Nach ständiger Rechtsprechung des Verwaltungsgerichtshofes setzt Unbilligkeit der Einhebung im Allgemeinen voraus, dass die Einhebung in keinem wirtschaftlich vertretbaren Verhältnis zu jenen Nachteilen stünde, die sich aus der Einziehung für den Steuerpflichtigen oder für den Steuergegenstand ergeben. Die Unbilligkeit kann "persönlich" oder "sachlich" bedingt sein. Eine "persönliche" Unbilligkeit liegt insbesondere dann vor, wenn die Einhebung der Abgaben die Existenzgrundlagen des Nachsichtwerbers gefährdete.
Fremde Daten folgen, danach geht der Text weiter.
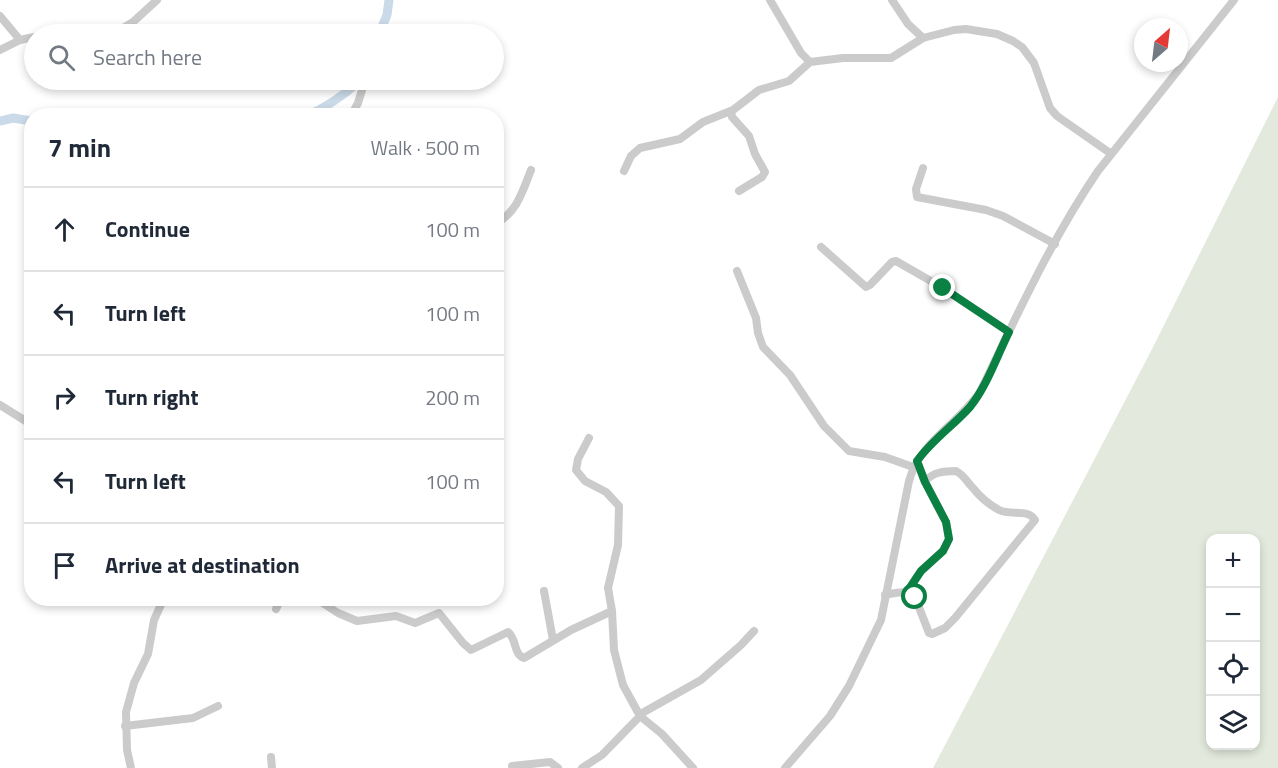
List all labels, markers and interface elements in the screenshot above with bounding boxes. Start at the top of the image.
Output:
north arrow [1134,18,1188,72]
search box [24,24,504,90]
text: Search here [93,40,202,74]
icon: search [45,41,78,74]
text: 7 min [48,128,111,167]
text: Walk · 500 m [371,132,480,163]
text: Continue [105,212,190,246]
icon: ahead [48,213,81,246]
text: 100 m [425,214,480,245]
route end [929,274,955,300]
text: Turn left [105,296,186,330]
icon: left [48,297,81,330]
text: 100 m [425,298,480,329]
text: Turn right [105,380,199,414]
icon: right [48,381,81,414]
text: 200 m [425,382,480,413]
text: Turn left [105,464,186,498]
icon: left [48,465,81,498]
text: 100 m [425,466,480,497]
map controls [1206,534,1260,750]
button: + [1206,534,1260,588]
text: Arrive at destination [105,548,300,582]
icon: arrive [48,549,81,582]
route start [901,583,927,609]
button: − [1206,588,1260,642]
button: locate [1206,642,1260,696]
button: layers [1206,696,1260,750]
Allerdings bedarf es zur Bewilligung einer Nachsicht (aus "persönlichen" Gründen) nicht unbedingt der Gefährdung des Nahrungsstandes, der Existenzgefährdung, besonderer finanzieller Schwierigkeiten und Notlagen, sondern es genügt, dass die Abstattung der Abgabenschuld mit wirtschaftlichen Auswirkungen verbunden wäre, die außergewöhnlich sind, so etwa, wenn die Abstattung trotz zumutbarer Sorgfalt nur durch Veräußerung von Vermögenschaften möglich wäre und diese Veräußerung einer Verschleuderung gleichkäme.
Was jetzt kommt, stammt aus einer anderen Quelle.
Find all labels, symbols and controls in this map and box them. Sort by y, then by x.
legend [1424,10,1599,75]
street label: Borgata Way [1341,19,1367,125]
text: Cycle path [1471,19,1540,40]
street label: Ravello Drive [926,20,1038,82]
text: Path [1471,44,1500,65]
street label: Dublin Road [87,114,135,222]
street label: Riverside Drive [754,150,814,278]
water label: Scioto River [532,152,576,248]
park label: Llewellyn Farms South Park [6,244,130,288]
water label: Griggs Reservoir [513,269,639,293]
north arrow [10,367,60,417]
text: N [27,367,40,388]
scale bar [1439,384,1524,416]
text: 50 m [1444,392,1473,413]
Eine "sachliche" Unbilligkeit ist anzunehmen, wenn im Einzelfall bei Anwendung des Gesetzes aus anderen als auch "persönlichen" Gründen ein vom Gesetzgeber offenbar nicht beabsichtigtes Ergebnis eintritt. Jedenfalls muss es zu einer anormalen Belastungswirkung und, verglichen mit ähnlichen Fällen, zu einem atypischen Vermögenseingriff kommen. Eine derartige Unbilligkeit des Einzelfalles ist aber nicht gegeben, wenn lediglich eine Auswirkung der allgemeinen Rechtslage vorliegt, also die vermeintliche Unbilligkeit für die davon Betroffenen aus dem Gesetz selbst folgt. Nachteilige Folgen, die alle Wirtschaftstreibenden in ähnlicher Lage treffen, Geschäftsvorfälle, die dem Bereich des allgemeinen Unternehmerwagnisses zuzuordnen sind, rechtfertigen eine Nachsicht nicht.
Im Verfahren über einen Antrag auf Abgabennachsicht nach § 236 BAO ist es Sache des Nachsichtwerbers, einwandfrei und unter Ausschluss jeglicher Zweifel das Vorliegen jener Umstände darzutun, auf die die Nachsicht gestützt werden kann (siehe zum Ganzen die hg. Erkenntnisse vom 25. Juni 1990, 89/15/0088, und vom 8. April 1991, 90/15/0015, jeweils mwN).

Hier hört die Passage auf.